Stored data
BEGIN

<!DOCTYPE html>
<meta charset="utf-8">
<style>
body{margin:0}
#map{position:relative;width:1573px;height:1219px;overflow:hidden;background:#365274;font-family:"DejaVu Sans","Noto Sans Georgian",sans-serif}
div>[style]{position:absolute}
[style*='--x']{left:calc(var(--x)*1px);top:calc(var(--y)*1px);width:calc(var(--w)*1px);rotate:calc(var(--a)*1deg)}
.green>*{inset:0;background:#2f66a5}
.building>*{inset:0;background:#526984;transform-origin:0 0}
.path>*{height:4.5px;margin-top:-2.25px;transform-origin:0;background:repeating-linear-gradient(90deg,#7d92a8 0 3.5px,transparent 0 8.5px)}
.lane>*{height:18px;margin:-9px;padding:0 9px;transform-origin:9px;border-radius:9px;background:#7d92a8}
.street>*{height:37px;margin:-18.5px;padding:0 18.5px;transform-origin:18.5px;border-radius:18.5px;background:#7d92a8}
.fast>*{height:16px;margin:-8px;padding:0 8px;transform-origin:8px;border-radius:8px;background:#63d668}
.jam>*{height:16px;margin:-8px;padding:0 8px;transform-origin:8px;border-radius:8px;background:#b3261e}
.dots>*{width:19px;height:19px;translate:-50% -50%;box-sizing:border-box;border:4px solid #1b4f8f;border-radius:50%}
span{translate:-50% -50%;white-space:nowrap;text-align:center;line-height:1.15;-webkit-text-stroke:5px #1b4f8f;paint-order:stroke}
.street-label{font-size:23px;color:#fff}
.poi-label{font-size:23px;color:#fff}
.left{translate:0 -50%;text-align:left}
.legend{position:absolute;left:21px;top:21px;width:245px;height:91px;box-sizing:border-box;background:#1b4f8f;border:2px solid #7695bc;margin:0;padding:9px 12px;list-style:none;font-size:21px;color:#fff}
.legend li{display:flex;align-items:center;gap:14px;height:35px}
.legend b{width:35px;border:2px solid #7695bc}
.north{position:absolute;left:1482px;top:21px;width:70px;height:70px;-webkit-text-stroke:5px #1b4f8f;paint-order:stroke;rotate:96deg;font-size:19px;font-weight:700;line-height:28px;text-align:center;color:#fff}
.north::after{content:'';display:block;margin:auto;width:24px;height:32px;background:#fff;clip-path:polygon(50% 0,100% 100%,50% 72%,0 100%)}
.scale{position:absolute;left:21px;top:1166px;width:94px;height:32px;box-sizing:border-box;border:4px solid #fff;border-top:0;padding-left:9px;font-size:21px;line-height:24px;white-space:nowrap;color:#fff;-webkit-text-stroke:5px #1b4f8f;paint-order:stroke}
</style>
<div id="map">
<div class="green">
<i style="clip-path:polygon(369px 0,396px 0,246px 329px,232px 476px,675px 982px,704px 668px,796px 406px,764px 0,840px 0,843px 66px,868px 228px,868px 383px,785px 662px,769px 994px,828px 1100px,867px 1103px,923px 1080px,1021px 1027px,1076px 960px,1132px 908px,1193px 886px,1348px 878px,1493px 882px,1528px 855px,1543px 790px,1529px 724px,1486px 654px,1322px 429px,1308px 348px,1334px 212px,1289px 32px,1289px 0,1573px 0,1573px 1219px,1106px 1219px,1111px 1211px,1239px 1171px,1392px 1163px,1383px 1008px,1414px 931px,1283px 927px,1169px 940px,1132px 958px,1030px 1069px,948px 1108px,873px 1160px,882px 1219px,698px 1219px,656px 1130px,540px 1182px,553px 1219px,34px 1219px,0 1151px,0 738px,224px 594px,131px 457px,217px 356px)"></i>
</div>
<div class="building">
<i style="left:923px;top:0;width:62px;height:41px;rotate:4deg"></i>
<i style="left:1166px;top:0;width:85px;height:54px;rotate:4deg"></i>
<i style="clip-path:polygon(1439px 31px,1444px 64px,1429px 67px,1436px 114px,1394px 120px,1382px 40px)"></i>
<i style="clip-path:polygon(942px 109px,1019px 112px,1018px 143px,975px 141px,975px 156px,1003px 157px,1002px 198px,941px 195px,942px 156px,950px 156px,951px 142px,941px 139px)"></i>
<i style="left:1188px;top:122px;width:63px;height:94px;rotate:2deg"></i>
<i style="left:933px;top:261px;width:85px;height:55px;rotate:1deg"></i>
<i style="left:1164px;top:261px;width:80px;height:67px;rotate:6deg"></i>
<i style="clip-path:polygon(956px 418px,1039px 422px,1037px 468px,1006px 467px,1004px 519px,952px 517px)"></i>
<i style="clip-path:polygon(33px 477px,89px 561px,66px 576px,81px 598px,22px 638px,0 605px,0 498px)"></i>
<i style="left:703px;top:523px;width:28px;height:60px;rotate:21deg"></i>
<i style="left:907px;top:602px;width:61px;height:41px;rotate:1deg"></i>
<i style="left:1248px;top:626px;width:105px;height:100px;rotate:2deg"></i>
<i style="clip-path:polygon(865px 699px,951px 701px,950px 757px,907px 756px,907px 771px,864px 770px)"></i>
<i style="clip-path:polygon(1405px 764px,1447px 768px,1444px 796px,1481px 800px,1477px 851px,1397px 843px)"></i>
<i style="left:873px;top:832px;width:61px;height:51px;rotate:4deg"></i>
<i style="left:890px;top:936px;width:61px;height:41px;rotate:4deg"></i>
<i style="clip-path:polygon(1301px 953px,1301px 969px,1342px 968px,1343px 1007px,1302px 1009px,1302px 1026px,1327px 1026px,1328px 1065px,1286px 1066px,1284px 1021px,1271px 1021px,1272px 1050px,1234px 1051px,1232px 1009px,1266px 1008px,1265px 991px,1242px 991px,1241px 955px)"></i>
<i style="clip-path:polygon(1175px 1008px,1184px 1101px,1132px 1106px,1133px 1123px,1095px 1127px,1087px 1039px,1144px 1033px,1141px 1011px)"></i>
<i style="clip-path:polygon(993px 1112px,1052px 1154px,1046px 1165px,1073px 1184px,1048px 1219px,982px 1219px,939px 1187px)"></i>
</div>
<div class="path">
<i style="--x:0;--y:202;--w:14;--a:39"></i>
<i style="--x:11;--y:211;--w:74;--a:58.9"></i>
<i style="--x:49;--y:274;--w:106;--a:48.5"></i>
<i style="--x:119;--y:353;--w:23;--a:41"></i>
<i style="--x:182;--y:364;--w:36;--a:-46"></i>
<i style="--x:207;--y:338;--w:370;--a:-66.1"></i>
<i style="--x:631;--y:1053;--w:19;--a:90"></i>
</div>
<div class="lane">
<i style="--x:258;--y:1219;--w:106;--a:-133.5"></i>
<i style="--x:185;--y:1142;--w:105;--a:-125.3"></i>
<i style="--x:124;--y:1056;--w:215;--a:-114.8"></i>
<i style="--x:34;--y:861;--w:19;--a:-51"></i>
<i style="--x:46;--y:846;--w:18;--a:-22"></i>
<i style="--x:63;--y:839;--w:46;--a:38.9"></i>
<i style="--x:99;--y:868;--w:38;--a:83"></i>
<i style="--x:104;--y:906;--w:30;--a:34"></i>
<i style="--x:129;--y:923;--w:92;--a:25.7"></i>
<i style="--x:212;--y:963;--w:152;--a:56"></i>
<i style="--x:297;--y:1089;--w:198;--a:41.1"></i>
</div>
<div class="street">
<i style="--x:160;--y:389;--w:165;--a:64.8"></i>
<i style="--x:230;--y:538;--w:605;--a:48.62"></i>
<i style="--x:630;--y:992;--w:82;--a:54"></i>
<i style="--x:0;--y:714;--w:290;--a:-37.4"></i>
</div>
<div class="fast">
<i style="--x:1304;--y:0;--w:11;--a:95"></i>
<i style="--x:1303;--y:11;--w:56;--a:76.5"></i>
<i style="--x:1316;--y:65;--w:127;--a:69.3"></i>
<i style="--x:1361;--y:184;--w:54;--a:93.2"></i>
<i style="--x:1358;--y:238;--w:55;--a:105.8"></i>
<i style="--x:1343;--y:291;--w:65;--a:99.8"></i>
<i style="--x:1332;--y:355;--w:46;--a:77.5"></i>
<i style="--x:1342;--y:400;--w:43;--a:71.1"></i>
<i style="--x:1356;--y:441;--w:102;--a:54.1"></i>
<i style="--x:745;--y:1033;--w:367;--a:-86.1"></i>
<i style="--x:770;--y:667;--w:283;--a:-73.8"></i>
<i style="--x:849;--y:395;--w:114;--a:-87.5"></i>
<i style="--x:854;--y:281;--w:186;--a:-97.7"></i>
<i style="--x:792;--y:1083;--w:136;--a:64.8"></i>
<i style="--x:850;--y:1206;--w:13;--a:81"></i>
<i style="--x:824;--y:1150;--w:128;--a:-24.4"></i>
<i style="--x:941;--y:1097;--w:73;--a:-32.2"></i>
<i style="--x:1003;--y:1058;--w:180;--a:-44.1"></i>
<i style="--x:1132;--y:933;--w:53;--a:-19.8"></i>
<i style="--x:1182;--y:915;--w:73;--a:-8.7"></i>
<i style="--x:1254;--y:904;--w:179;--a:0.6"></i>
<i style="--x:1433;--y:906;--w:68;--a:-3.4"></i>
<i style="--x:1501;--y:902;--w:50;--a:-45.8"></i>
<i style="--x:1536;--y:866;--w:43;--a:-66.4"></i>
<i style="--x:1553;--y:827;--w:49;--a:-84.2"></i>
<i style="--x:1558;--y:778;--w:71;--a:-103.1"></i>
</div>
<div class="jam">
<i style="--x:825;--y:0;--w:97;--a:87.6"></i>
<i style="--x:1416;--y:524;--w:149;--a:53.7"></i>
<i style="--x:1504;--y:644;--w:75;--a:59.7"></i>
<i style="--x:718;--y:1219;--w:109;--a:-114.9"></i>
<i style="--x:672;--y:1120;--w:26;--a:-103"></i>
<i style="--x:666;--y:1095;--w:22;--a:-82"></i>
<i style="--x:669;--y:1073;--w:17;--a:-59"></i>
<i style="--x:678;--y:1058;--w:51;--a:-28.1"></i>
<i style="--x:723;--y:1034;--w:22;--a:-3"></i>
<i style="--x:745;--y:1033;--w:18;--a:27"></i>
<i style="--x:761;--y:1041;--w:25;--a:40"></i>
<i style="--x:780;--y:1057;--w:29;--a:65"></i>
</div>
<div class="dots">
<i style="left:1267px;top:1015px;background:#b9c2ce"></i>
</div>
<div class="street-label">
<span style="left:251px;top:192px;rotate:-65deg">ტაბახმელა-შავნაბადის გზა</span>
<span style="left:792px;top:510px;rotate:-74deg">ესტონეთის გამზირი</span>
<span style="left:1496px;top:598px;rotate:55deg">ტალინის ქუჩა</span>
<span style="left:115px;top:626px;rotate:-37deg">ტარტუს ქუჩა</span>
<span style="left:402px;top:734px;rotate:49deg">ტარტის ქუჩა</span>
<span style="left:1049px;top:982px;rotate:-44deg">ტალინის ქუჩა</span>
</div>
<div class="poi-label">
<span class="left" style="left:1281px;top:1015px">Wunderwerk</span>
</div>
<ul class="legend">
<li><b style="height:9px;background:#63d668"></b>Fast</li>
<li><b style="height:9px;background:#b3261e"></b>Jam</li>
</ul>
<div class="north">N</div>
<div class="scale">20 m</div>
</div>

END
BEGIN

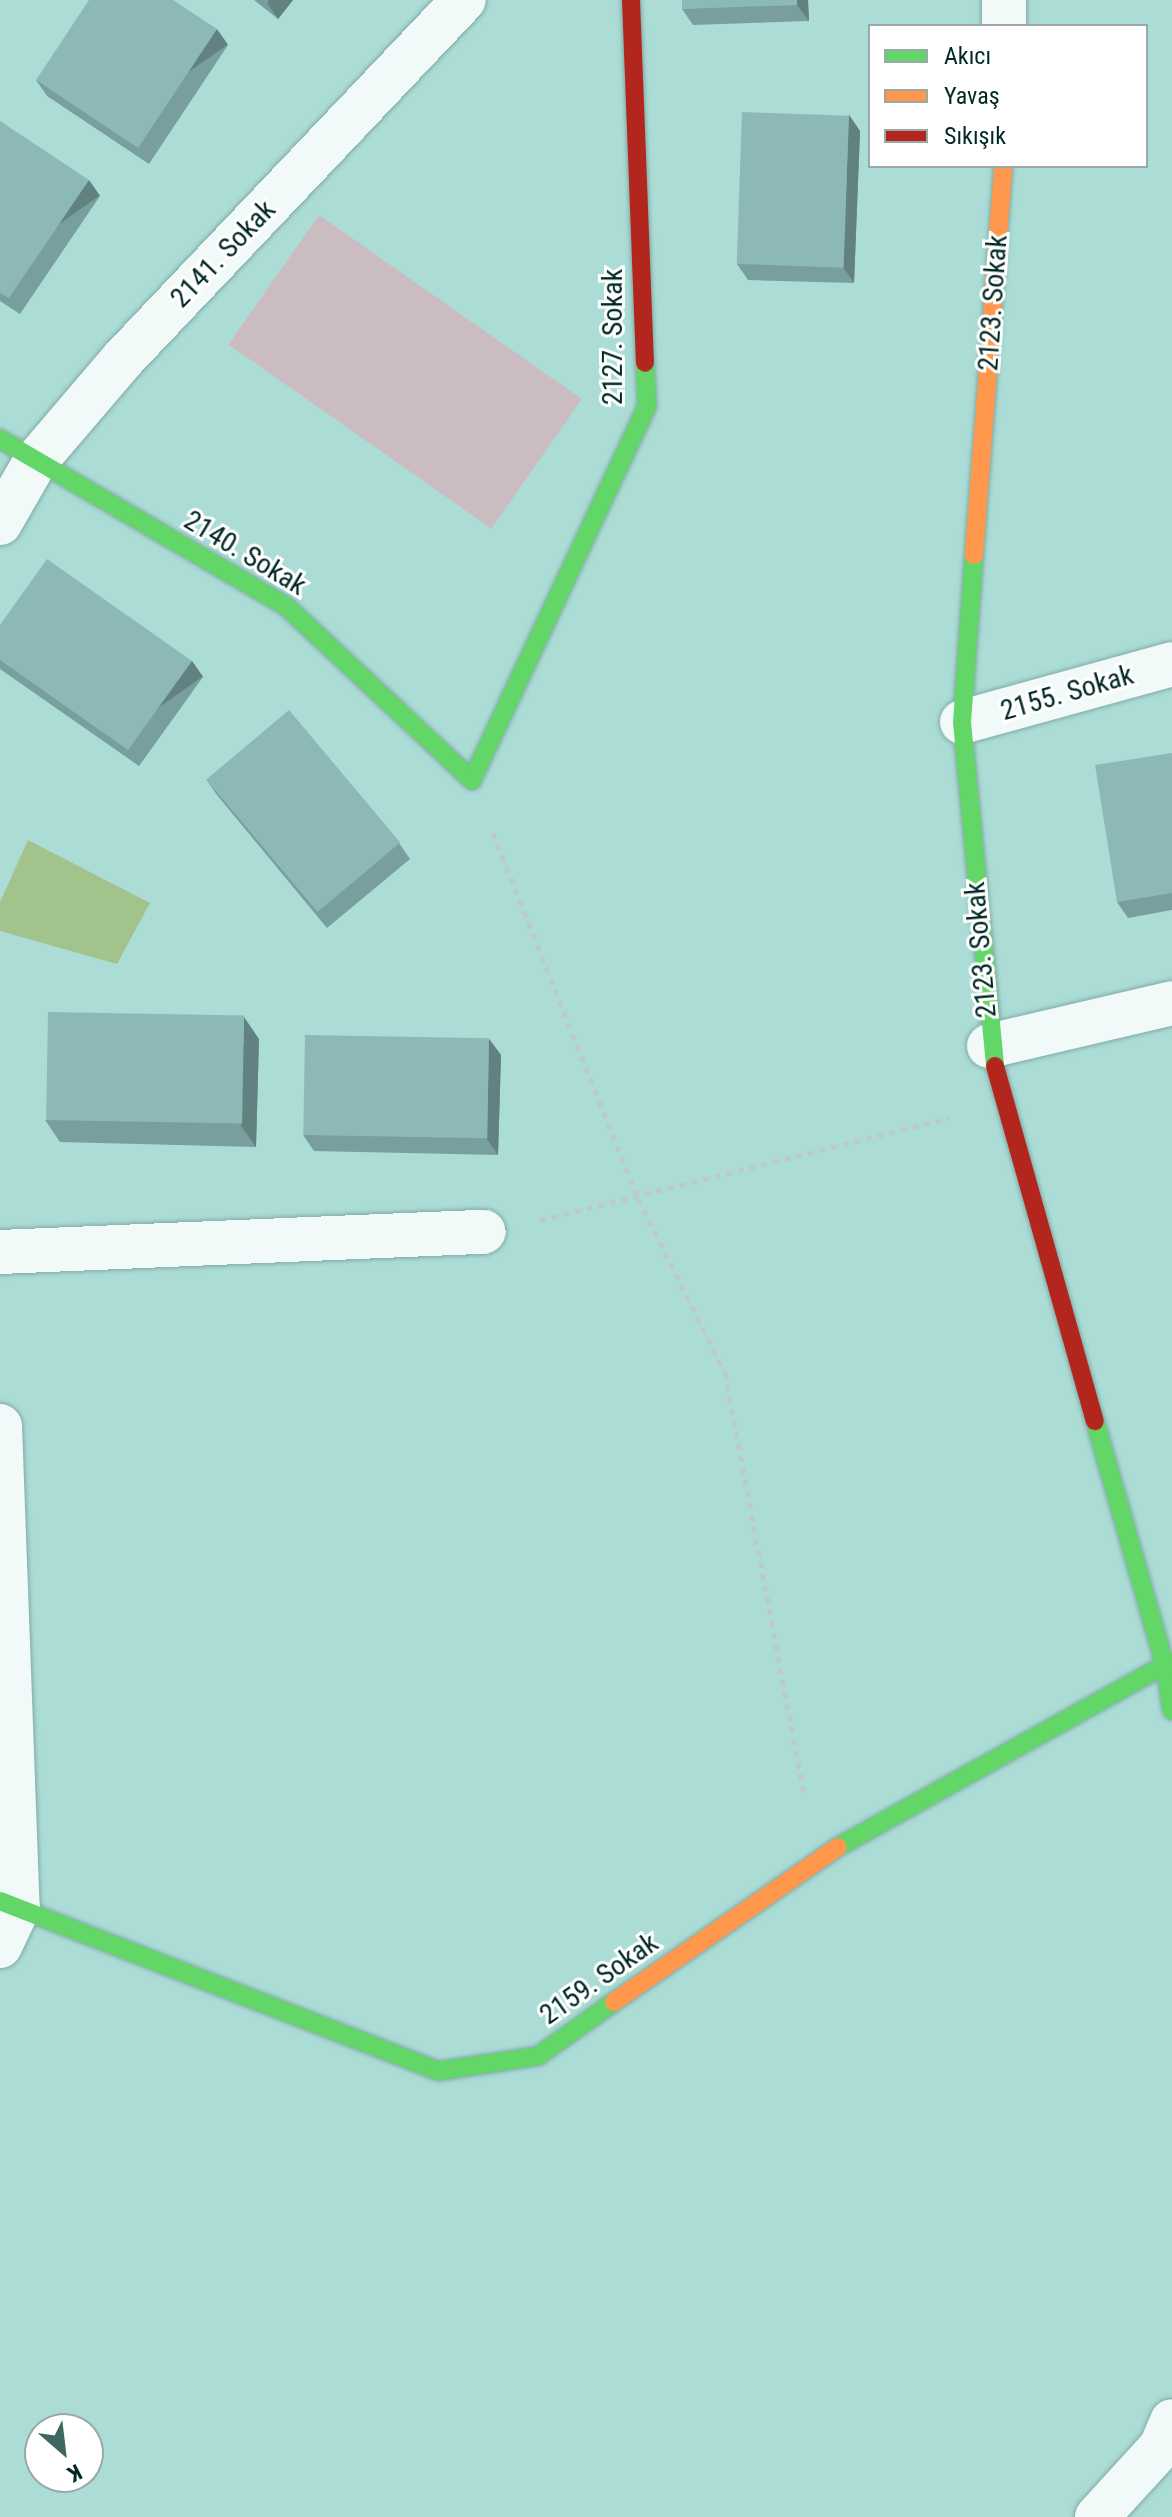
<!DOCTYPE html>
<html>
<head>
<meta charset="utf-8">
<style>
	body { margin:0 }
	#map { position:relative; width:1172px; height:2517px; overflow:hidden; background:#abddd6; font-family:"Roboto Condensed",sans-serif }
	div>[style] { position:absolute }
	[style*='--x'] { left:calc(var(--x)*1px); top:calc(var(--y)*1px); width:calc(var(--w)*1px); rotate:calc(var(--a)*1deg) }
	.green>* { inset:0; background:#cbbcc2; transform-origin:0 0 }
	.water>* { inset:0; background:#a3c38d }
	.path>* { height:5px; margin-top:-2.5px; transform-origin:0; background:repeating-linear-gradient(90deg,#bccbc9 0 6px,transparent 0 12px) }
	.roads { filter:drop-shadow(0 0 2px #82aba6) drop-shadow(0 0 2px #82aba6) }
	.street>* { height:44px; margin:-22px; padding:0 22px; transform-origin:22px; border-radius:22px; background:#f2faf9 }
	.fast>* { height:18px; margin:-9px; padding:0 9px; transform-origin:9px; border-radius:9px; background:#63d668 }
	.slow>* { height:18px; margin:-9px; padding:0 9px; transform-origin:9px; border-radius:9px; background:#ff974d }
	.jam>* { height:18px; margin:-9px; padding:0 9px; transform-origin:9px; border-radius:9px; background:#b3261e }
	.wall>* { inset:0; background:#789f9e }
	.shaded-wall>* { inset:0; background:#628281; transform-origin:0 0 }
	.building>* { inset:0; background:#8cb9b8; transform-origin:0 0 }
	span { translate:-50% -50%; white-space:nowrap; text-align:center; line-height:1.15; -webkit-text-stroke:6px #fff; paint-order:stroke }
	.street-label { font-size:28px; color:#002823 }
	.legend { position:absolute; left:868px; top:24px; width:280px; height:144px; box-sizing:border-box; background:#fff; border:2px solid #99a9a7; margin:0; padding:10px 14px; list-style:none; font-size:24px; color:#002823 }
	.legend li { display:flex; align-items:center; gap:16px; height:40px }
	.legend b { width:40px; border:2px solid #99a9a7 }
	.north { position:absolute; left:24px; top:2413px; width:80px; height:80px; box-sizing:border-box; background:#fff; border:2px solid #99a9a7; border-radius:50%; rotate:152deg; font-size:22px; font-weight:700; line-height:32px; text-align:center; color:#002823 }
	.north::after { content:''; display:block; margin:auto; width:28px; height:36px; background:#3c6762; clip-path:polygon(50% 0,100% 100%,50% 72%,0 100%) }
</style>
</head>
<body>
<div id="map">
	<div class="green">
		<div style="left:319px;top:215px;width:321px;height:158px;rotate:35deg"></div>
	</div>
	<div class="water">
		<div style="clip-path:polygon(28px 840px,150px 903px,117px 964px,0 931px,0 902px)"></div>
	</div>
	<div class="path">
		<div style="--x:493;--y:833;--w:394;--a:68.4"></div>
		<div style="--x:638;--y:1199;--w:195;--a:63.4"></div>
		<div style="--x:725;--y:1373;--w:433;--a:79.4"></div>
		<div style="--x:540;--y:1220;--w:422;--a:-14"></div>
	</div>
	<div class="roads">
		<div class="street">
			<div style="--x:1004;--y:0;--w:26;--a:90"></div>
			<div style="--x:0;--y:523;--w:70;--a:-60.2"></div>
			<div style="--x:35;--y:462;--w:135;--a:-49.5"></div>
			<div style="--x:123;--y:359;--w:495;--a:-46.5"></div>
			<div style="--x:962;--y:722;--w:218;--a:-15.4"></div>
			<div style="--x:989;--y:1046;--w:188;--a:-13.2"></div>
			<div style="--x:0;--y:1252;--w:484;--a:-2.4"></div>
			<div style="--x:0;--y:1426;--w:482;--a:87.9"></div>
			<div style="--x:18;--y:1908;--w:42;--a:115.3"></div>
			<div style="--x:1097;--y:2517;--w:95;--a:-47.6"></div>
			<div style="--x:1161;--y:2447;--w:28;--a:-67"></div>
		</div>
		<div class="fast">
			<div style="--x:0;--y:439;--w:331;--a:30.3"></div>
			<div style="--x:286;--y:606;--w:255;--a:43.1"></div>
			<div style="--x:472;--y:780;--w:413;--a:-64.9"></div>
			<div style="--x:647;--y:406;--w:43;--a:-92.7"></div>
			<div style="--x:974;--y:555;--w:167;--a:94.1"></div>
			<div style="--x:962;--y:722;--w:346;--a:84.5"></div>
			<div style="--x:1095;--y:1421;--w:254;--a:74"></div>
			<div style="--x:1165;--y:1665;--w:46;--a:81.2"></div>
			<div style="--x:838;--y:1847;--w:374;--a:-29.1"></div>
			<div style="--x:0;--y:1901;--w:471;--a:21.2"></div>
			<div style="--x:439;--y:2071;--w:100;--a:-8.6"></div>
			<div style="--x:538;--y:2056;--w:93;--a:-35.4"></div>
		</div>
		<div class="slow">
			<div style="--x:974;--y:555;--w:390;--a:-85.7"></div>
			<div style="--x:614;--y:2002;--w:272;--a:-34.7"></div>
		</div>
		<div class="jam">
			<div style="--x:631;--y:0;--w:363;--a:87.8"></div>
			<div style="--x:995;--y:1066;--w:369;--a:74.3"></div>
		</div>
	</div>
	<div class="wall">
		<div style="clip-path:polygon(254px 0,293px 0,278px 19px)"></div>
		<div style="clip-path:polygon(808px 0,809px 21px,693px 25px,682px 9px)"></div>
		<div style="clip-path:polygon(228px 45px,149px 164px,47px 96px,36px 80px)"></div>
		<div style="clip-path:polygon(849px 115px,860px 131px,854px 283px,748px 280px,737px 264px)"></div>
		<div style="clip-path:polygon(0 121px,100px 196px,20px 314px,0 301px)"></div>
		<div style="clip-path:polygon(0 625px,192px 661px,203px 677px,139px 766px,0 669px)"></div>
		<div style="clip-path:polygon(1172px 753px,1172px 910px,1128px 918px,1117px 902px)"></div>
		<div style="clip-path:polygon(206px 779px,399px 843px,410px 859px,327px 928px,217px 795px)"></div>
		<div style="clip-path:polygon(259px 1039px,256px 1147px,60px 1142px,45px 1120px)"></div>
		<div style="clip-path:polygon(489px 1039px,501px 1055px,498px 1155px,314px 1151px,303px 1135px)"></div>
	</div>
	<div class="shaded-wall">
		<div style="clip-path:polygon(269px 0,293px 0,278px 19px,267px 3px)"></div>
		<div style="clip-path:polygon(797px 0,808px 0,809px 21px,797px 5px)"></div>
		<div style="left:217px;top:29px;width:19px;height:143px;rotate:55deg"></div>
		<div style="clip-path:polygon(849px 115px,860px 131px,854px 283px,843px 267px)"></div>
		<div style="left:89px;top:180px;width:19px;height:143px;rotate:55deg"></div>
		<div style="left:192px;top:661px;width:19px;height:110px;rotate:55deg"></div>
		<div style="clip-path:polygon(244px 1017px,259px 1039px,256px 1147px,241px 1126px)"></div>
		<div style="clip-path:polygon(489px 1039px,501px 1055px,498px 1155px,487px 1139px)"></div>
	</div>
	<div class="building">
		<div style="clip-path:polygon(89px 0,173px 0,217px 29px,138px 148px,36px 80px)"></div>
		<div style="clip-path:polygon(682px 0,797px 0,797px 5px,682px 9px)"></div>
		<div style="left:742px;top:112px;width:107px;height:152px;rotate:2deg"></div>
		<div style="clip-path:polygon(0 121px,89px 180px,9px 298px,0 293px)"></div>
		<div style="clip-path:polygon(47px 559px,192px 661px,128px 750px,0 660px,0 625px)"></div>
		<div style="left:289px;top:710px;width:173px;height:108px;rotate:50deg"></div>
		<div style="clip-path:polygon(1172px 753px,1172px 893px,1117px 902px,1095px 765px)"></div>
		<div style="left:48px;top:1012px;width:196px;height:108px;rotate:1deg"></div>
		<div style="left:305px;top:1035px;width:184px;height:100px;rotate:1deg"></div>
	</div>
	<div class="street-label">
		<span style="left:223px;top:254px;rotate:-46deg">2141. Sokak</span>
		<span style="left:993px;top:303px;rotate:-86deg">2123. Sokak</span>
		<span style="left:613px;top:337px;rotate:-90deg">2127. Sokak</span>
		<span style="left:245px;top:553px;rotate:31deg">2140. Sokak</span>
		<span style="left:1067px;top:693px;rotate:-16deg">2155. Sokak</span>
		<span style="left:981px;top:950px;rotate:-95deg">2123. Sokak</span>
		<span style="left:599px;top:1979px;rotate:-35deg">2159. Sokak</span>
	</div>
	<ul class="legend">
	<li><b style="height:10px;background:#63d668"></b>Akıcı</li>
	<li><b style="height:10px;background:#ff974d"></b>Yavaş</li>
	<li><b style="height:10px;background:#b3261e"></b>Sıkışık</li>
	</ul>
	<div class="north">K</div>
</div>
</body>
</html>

END

§ Work order
State the number of lines in the data that carry "hidden", and add nothing to it.

§ Answer to the problem
2